Spatial and temporal variability in stream thermal regime drivers for three river networks during the summer growing seasonMatthew R. Fuller, Naomi E. Detenbeck, Peter Leinenbach, Rochelle Labiosa, Daniel Isaak
- Earth-Surface Processes
- Water Science and Technology
Many cold water‐dependent aquatic organisms are experiencing habitat and population declines from increasing water temperatures. Identifying mechanisms which drive local and regional stream thermal regimes facilitates restoration at ecologically relevant scales. Stream temperatures vary spatially and temporally both within and among river basins. We developed a modeling process to identify statistical relationships between drivers of stream temperature and covariates representing landscape, climate, and management‐related processes. The modeling process was tested in three study areas of the Pacific Northwest United States during the growing season (May [start], August [warmest], September [end]).

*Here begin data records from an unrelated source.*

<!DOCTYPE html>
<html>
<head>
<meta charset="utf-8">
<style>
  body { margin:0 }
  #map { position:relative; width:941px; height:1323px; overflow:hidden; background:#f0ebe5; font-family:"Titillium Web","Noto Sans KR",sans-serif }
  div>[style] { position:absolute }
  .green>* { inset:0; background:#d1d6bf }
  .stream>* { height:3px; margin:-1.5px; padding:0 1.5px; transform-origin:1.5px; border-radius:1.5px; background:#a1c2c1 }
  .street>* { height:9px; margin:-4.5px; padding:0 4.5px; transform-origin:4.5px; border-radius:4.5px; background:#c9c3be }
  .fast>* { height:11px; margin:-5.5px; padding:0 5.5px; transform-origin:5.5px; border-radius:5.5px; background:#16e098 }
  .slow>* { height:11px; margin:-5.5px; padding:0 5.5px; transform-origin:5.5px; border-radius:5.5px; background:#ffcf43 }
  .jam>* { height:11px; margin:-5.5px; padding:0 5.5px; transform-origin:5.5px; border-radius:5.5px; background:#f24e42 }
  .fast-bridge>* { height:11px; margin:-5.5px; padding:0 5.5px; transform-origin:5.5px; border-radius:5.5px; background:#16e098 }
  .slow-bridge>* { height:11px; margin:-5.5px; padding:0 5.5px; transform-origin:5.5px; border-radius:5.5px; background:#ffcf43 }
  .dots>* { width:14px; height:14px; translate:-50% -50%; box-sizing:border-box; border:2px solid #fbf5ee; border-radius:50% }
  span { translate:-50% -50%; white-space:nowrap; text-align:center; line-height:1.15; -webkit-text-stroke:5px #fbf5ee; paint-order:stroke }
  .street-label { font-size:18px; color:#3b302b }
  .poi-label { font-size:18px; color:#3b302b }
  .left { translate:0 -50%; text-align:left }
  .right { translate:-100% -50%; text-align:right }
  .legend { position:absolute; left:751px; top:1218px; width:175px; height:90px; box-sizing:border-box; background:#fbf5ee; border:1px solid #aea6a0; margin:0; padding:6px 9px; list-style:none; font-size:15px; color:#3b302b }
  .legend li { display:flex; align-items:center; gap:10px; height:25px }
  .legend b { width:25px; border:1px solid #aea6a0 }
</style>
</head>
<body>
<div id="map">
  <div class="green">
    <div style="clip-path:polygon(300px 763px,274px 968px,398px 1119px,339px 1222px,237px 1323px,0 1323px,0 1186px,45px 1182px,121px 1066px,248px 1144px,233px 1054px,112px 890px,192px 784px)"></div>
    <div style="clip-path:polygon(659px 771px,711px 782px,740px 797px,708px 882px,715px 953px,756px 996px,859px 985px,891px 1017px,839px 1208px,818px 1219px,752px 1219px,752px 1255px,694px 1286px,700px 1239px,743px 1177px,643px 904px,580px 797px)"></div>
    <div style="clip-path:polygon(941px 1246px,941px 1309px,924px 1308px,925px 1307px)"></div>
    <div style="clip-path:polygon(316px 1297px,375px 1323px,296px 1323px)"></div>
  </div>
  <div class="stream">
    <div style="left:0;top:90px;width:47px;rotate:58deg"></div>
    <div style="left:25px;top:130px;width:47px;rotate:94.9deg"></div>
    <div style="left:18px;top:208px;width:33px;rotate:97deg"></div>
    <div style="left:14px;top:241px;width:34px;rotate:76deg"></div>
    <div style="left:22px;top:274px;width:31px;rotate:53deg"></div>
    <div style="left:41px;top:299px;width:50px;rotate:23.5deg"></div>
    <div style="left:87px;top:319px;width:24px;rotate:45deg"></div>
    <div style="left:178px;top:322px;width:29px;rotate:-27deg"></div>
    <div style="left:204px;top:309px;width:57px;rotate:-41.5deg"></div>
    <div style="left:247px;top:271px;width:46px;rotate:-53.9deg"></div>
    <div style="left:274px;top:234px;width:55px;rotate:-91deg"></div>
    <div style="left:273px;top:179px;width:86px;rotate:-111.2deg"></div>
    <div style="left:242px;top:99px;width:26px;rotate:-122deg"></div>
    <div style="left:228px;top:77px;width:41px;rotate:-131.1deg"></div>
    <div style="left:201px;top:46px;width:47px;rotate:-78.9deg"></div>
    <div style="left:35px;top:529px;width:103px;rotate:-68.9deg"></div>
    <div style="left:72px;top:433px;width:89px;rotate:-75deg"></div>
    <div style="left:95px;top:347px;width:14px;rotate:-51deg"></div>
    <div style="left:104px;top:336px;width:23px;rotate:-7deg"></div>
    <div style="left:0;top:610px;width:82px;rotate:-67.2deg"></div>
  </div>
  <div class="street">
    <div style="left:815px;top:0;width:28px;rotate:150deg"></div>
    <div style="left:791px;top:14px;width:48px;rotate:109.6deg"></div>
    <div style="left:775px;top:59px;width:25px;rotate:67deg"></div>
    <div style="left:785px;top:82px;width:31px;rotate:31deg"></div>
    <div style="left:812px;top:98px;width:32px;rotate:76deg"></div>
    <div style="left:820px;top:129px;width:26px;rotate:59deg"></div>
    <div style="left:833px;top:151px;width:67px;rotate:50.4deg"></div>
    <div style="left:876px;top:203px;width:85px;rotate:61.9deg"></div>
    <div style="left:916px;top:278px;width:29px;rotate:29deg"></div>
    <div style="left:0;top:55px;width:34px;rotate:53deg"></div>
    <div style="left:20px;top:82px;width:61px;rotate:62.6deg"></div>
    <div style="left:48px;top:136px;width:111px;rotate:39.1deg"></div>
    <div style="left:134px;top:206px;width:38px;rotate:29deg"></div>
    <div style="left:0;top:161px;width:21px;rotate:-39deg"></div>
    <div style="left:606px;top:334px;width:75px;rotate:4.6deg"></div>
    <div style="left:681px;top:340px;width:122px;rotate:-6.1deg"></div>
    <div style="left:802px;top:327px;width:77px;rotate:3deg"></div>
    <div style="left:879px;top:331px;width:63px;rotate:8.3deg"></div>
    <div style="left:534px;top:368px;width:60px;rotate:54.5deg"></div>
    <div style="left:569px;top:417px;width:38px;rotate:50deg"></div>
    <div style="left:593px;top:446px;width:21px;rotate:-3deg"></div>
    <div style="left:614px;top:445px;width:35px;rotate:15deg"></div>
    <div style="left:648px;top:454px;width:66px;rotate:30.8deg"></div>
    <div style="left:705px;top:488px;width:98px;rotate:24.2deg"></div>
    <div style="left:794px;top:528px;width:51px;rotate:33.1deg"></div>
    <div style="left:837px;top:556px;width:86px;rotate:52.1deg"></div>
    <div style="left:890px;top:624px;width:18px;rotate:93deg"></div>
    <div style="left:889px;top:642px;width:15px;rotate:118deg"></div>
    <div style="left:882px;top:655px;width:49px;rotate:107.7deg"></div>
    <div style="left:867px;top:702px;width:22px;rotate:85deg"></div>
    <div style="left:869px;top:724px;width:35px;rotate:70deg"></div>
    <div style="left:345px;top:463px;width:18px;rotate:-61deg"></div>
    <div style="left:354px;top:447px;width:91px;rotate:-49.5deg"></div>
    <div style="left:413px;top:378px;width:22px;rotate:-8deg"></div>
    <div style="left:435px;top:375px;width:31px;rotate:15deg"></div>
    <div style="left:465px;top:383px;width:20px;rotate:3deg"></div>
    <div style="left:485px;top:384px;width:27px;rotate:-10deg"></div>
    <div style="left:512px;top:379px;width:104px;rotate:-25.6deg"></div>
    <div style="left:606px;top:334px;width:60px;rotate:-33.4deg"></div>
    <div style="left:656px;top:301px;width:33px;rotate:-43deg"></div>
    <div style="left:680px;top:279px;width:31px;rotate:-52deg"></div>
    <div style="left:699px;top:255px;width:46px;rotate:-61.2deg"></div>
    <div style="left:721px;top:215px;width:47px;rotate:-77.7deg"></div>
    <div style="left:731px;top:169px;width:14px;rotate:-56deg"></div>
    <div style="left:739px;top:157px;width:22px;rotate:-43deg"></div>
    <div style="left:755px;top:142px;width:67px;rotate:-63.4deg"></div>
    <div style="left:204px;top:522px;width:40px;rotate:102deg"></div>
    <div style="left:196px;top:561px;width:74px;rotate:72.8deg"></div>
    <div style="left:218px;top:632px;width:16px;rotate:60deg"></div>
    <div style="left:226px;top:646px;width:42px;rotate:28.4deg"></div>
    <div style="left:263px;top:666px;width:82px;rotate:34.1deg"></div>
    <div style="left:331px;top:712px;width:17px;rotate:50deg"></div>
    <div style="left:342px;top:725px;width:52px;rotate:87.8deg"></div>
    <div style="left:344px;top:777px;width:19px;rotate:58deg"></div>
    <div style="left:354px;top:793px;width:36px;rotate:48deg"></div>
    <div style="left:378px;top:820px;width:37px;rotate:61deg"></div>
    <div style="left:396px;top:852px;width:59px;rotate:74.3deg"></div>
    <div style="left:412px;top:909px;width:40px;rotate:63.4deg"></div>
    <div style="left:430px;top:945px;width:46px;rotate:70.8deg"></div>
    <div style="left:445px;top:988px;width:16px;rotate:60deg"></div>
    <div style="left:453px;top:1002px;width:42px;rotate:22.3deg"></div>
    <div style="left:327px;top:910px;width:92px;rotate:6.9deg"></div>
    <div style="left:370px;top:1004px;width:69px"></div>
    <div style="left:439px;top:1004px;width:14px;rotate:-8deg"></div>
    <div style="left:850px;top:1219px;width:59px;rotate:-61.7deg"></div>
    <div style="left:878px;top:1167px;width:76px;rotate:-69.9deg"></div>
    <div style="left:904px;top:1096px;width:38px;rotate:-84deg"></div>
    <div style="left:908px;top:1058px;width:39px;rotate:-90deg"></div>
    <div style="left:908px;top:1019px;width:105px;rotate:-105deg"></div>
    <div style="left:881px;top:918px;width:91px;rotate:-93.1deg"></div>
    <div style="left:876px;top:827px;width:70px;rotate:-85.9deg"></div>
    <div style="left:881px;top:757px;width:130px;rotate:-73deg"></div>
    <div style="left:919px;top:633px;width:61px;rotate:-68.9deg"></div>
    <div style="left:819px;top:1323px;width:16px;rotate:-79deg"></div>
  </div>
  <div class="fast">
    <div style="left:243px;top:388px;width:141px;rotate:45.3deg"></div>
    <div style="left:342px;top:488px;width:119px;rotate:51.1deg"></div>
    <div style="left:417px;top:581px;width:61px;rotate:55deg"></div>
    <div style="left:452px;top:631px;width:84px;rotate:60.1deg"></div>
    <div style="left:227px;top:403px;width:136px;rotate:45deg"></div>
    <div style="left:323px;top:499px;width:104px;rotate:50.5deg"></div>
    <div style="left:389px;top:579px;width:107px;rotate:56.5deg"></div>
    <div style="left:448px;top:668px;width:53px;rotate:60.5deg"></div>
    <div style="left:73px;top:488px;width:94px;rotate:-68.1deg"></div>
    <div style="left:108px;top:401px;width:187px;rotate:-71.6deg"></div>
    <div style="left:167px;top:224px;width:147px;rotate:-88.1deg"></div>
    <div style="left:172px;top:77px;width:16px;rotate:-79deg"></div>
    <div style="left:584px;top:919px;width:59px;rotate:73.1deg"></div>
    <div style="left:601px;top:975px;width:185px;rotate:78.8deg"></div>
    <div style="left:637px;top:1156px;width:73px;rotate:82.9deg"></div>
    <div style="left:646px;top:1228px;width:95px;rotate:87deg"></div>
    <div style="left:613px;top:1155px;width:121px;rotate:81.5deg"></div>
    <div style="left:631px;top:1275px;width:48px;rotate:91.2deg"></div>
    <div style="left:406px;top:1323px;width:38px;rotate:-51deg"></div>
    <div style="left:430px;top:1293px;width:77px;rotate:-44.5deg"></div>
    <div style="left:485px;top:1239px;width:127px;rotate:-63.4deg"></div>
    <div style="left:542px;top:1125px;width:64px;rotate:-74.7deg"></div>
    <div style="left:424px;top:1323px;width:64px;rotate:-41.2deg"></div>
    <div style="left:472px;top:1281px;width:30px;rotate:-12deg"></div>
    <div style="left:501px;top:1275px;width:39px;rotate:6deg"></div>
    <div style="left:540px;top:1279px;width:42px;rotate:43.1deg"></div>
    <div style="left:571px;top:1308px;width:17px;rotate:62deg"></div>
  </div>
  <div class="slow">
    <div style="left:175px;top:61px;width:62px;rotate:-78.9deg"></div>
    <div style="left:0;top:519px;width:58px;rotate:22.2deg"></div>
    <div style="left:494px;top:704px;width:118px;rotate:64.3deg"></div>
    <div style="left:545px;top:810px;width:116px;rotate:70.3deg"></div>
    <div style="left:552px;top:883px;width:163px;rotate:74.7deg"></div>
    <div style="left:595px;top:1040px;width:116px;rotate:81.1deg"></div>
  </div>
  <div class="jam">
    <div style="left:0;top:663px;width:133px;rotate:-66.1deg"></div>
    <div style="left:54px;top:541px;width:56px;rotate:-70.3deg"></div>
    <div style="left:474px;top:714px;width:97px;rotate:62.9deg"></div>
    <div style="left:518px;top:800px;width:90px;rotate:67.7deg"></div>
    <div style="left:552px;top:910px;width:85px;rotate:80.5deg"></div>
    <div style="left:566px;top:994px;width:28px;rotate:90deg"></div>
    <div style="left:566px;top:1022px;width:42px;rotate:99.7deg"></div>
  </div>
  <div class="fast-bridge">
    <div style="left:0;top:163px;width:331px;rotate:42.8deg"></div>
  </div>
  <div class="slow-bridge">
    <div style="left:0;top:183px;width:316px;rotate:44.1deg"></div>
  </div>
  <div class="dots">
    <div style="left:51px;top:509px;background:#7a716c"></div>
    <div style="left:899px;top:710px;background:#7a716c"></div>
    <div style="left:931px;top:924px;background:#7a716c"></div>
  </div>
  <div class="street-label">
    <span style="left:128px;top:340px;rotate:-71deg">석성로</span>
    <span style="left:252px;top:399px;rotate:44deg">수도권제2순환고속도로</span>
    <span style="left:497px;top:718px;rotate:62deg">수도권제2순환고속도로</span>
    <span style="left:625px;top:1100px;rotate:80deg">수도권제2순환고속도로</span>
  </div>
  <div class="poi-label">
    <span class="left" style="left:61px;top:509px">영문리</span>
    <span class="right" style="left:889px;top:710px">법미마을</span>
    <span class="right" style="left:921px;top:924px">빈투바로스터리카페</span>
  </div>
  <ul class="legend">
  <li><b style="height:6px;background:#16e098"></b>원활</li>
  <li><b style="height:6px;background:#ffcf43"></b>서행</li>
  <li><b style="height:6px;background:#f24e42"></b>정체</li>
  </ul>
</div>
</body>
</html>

Across all months and study systems, covariates with the highest relative importance represented the physical landscape (elevation [1st], catchment area [3rd], main channel slope [5th]) and climate covariates (mean monthly air temperature [2nd] and discharge [4th]). Two management covariates (groundwater use [6th] and riparian shade [7th]) also had high relative importance. Across the growing season (for all basins), local reach slope had high relative importance in May, but transitioned to a regional main channel slope covariate in August and September. This modeling process identified regionally similar and locally unique relationships among drivers of stream temperature. High relative importance of management‐related covariates suggested potential restoration actions for each system.